The other week I came across this recipe after a link to the site from Bitch Ph.D. No, my rolls wouldn't look as nice as hers, and even if they did, our camera isn't good enough to capture it, but still I could try.
So, Sunday before last, after having made the dough the night before and letting it rise over night, I got up early in the morning to roll out my rolls. I divided the dough in half, freezing half for later rolls, rolled out what was left, slathered it with butter and then cinnamon sugar (the red bits you see below are cinnamon candies that got mixed in with the cinnamon sugar after a recipe I can no longer remember), rolled it up, cut it into eight parts, covered it and went back to bed to let it rise. When the timer went off in the kitchen, I came back out and put it in the oven then crawled back into bed to await the cinnamon rolly goodness.

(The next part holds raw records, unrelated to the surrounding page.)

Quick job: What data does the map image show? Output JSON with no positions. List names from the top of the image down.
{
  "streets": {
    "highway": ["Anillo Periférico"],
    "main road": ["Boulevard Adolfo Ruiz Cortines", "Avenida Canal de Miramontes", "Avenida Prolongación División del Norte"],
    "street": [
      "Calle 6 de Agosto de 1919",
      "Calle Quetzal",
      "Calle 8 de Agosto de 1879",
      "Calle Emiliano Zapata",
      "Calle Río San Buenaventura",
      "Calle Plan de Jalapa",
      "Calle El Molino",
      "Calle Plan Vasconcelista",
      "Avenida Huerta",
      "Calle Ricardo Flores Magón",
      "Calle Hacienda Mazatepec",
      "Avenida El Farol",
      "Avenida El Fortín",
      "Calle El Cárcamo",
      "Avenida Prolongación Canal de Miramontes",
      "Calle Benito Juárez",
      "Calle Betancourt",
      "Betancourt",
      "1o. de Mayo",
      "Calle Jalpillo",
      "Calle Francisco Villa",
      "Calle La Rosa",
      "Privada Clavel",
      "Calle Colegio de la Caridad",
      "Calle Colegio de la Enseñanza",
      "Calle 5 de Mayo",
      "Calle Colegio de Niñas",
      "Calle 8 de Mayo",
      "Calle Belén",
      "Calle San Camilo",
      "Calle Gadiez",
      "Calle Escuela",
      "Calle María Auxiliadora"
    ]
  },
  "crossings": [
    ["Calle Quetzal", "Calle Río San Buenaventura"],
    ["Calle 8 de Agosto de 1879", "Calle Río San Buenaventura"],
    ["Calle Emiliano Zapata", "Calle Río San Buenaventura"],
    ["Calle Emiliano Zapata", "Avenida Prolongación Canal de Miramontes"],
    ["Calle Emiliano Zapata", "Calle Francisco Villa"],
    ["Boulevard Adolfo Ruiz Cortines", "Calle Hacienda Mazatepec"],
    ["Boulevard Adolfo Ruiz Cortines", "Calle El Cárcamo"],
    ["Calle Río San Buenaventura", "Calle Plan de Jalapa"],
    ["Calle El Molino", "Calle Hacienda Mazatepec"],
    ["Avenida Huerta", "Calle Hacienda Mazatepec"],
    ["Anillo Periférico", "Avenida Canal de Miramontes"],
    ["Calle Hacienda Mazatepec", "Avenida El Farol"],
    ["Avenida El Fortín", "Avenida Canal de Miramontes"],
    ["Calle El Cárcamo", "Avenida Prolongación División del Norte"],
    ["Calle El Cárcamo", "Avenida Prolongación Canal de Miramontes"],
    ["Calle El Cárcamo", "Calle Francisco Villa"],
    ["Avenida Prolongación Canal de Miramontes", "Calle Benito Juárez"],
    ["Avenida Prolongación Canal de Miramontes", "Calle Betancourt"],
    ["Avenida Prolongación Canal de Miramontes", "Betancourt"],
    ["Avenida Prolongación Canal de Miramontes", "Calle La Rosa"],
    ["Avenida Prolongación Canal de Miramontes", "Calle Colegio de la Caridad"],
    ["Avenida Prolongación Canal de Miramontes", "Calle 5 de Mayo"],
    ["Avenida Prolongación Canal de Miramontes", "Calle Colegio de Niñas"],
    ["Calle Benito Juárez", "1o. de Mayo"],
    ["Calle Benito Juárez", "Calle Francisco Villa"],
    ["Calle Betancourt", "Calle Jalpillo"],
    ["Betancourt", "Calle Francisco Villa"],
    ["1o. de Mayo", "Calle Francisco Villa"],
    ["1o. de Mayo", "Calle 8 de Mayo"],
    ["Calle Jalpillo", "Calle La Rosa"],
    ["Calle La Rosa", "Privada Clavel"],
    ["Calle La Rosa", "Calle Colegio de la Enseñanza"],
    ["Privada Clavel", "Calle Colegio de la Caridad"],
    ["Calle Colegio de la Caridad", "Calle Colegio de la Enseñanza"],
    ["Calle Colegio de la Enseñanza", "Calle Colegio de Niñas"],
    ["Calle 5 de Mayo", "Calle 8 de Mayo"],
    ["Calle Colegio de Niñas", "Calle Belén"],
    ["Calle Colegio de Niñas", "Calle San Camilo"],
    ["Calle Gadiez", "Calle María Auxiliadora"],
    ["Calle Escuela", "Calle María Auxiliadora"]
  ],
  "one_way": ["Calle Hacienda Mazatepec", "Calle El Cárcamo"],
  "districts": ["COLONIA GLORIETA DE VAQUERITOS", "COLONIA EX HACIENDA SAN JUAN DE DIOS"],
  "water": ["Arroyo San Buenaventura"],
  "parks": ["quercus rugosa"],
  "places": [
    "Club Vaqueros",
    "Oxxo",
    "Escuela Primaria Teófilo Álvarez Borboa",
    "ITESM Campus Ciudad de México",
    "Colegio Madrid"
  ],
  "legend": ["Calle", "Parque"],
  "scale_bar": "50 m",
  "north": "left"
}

And there it is. They were tasty and flaky and sweet but not too sweet (per Nabeela's suggestion, I upped the sugar in the dough to 3/4 C). Fresh baked bread and cinnamon is a truly wonderful combination of smells, but I wondered if there wasn't something else that we could try. Then I noticed that the our blueberry jam was especially thick...

So we used butter, sugar, and jam for the filling, and Julie decided to be more aggressive with the icing. And it worked! The jam was thick enough that it didn't run and the blueberry came across as a distinct flavor, rather than just being swallowed up by the sweet. They're enough advance work that I'd save them for special occasions, but I'd definitely make them again.




Wednesday, March 5, 2008

Potato Vegetable Gratin

Julie and I were talking about it, and while we both certainly grew up with plenty of potato dishes, au gratin potatoes (not even the Franglaise term, potatoes au gratin) came from one of two places: from a red box that seemed to live indefinitely in the pantry, or, later, in all their orangey congealed glory, in the chafing dish of some slightly exotic buffet. They did not look or taste like this:



Ignore the burnt bits at the side. Those wash right off the pan (it's amazing that way), and the gratin itself was not at all burnt or dry. On the contrary, it was tender and soft and full of rich complex nutty goodness. Sigh...


I've mentioned the gratin thing before. I started making them at the end of last year as a way to use up aging potatoes, and whatever else sounded delicious. Prep for this is actually quite easy, once you get the hang of not bleeding profusely with the mandolin slicer. I use a variation of this recipe. You could use raw portabelo slices, like the recipe say, but you can also substitute whatever you have or is in season. This time I caramelized some onions, sauteed sliced criminis with them and then sprinkled them in between the layers along with some sliced Brussels sprouts.


I know that this is usually thought of as a side dish, but, if you do it up right, a piece of this, a simple salad and maybe a glass of red wine can be an amazingly satisfying meal.